After September 11th, rumour had it that the Federal government had hired a team of Hollywood directors to imagine the next terrorist attack. Something so unsettling, so spectacular as 911 expanded the realms of possibility to the point where producers of spectacular fiction were potentially better judges of the future than the confounded experts. Right now, apart from Robert Peston - who must be suffering from bouts of solipsistic psychosis, as his thoughts and reality gradually blur into one - we are left only with confounded experts.

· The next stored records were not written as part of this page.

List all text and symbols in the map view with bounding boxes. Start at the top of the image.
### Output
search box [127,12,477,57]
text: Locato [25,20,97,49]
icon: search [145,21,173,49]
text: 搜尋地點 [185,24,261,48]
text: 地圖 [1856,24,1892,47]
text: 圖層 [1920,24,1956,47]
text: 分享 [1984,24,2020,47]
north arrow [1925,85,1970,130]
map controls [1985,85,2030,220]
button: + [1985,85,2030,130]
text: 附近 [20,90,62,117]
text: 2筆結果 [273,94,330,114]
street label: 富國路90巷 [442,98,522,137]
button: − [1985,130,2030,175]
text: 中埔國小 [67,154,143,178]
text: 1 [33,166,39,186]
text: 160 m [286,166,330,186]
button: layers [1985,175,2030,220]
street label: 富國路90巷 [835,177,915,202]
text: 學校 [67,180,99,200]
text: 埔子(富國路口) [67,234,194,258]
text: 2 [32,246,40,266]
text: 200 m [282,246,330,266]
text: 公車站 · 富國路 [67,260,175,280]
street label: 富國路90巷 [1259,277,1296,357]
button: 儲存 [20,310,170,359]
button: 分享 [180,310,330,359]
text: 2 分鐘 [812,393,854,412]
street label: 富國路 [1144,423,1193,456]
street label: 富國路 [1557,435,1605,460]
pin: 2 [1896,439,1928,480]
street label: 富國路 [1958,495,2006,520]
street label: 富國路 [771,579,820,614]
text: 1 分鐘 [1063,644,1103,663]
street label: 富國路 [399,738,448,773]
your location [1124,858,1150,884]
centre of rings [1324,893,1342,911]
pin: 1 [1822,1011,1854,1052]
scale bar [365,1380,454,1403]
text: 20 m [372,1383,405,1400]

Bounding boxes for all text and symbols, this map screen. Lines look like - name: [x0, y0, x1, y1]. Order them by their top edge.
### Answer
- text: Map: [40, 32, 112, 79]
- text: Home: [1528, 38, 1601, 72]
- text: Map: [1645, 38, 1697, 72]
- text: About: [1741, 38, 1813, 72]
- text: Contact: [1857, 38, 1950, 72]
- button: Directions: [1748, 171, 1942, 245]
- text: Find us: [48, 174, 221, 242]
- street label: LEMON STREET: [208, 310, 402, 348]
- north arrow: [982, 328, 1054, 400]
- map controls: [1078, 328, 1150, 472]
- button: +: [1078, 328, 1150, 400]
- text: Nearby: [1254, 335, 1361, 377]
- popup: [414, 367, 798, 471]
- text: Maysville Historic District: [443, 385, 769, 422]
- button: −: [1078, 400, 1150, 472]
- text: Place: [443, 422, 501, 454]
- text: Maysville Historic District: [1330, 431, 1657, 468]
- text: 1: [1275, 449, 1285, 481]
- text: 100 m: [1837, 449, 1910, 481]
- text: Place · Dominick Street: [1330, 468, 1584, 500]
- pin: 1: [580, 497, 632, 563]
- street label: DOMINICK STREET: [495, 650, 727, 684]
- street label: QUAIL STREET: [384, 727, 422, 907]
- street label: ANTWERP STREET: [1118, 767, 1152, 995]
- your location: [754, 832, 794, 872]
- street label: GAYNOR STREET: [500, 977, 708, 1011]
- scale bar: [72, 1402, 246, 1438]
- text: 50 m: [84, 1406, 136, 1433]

So the time has come to identify some financial science fiction writers, to come up with visions of the future. We're hearing too much about the post-apocalyptic Mad Max visions (the worst one is set in 2009 and involves the US President living in Alaska shooting moose). We need to put the bankers and economists together in a room with Hollywood directors. Here's a start:
- Speculation Day: New York, 2009. As the crisis worsens, and the state bail-outs prove powerless, one thirty-year-old hedge fund manager wanders into a second-hand bookshop and picks up a worn copy of Marx's Capital volume three. Flicking through it later in his private jet, he is horrified to discover that capitalism is structurally guaranteed to collapse. He immediately goes short on the entire future of global capitalism... and wins. He destroys, and also acquires, the infrastructure of capital, erradicating private property. In fact, this may not be so different from the type of scenario that would precipitate capitalism's collapse in Marxist theory. There has to be a mechanism that is internal to the system (unless you're a Leninist I guess), and it will be particular to the capitalism of the day. Of course the resulting scenario sounds closer to feudalism than socialism, which would mean history reversing. Or perhaps not so different from the collapse of the Russian economy into the hands of oligarchs in the 1990s.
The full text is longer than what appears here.